Semarang (ANTARA) - Wali Kota Semarang Agustina Wilujeng Pramestuti menyampaikan bahwa karnaval dan kirab budaya Pawai Gunungan Hasil Bumi yang digelar di Mijen dalam rangka memperingati Hari Sumpah Pemuda tahun 2025 sebagai simbol gotong royong.
"Luar biasa keren (acaranya), karena dapat kita lihat dari suasana kebersamaan dan gotong royong masyarakat dalam upayanya melestarikan warisan budaya," katanya, saat membuka Kirab Gunungan, di Semarang, Minggu.
Kegiatan yang berlangsung di Taman Tirto Asri, Kecamatan Mijen, Kota Semarang, itu membuktikan bahwa semangat gotong royong dan kecintaan pada budaya leluhur makin mengakar kuat di hati warga.
Menurut dia, kirab gunungan yang terdiri dari sayur-mayur, buah-buahan, dan hasil bumi lainnya itu bukan sekadar pawai budaya biasa
Akan tetapi, merupakan perwujudan rasa syukur warga kepada Tuhan dan leluhur yang telah mewariskan tanah yang subur, sekaligus sebagai pengingat bahwa pangan adalah fondasi dari segala cita-cita dan gerak pembangunan.
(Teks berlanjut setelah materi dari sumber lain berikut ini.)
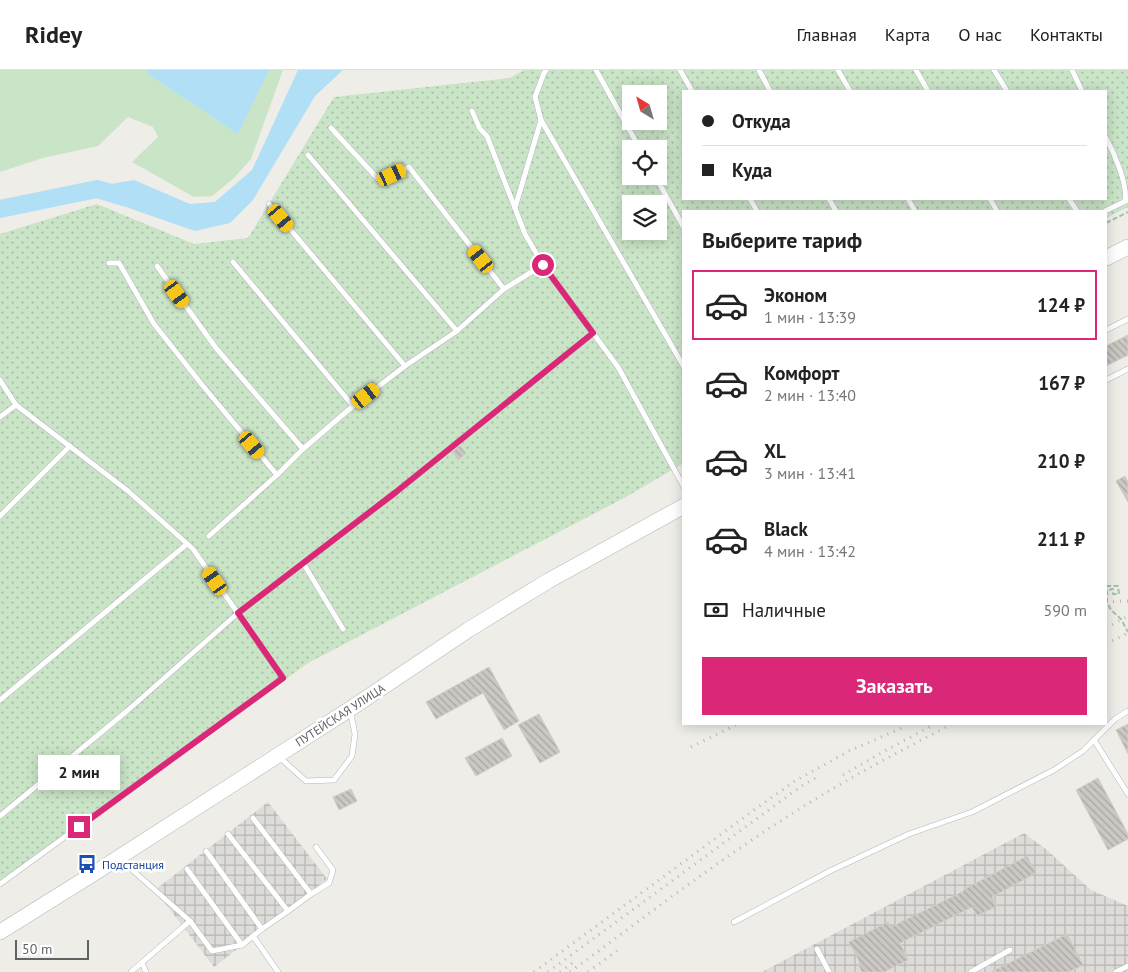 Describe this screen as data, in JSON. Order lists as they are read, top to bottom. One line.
{"streets":{"main road":["ПУТЕЙСКАЯ УЛИЦА"]},"places":{"bus stop":["Подстанция"]},"scale_bar":"50 m","north":"top left","page":{"header":"Ridey","nav":["Главная","Карта","О нас","Контакты"],"banner":["Откуда","Куда"],"heading":"Выберите тариф","list":[{"name":"Эконом","note":"1 мин · 13:39","value":"124 ₽"},{"name":"Комфорт","note":"2 мин · 13:40","value":"167 ₽"},{"name":"XL","note":"3 мин · 13:41","value":"210 ₽"},{"name":"Black","note":"4 мин · 13:42","value":"211 ₽"}],"pay":["Наличные","590 m"],"buttons":"Заказать","bubble":"2 мин","scale":"50 m"}}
"Gunungannya isinya 'macem-macem', ada lombok, kacang panjang, terong, tomat, dan masih banyak lainnya. Melalui pawai gunungan ini saya bisa melihat kemandirian Kota Semarang atas pangannya," katanya.
Pada kesempatan tersebut, Agustina memberikan apresiasi kepada masyarakat Kecamatan Mijen yang menghadirkan empat belas gunungan unik dalam even tersebut dan terlihat antusias mengikuti kirab budaya.
Ia mengaku bangga sebab dalam penyelenggaraannya, karnaval dan kirab melibatkan masyarakat Kecamatan Mijen secara luas, baik sebagai panitia, peserta, maupun penonton.
"Inilah uniknya (Kecamatan) Mijen. Acara kirabnya tidak cuma ditunggu, tetapi mereka juga mempersiapkan semuanya bareng-bareng, dan datang ke sini untuk memeriahkan. Gotong royong masyarakat, tidak pakai APBD sama sekali, sehingga menjadi momentum kebersamaan yang hangat," katanya.
Selain menjadi ajang hiburan dan tontonan yang memikat, arak-arakan tersebut juga menjadi ruang interaksi lintas generasi, di mana kearifan lokal diwariskan kepada generasi muda.
"Apalagi momentumnya Hari Sumpah Pemuda, saya harap ini tidak berhenti menjadi tontonan, tetapi juga tuntunan bagi generasi muda agar mereka makin mencintai budayanya, memahami akar tradisinya, serta menanamkan lagi _spirit_ kebangsaannya," katanya.
Tidak hanya itu, ia menambahkan bahwa kirab budaya mampu menjadi daya tarik wisata yang memberikan dampak positif bagi perekonomian masyarakat setempat.
"Rencana awalnya, kan, Agustus, tetapi diundur karena dinamika politik saat itu. Ternyata penyelenggaraannya malah lebih bagus. Penontonnya banyak, UMKM-nya hidup, ekonomi berputar," katanya.
Karnaval dan kirab budaya pawai gunungan tersebut menjadi puncak rangkaian gelar budaya yang diselenggarakan di Kecamatan Mijen.
Sebelumnya (Sabtu, 25/10) dilaksanakan acara kesenian Kuda Lumping Turonggo Cipto Budoyo dan Wayang on the Street, serta ditutup dengan dengan pagelaran wayang kulit sebagai bentuk konkret Kota Semarang yang terus melaju modern, tetapi tetap berakar pada budaya.
"Maturnuwun kepada Kecamatan Mijen beserta seluruh masyarakat yang telah mengemas peringatan Sumpah Pemuda ini dengan begitu semarak, penuh kreativitas, dan berjiwa lokal. Hari ini sudah hebat, semoga tahun depan tambah hebat lagi," pungkasnya.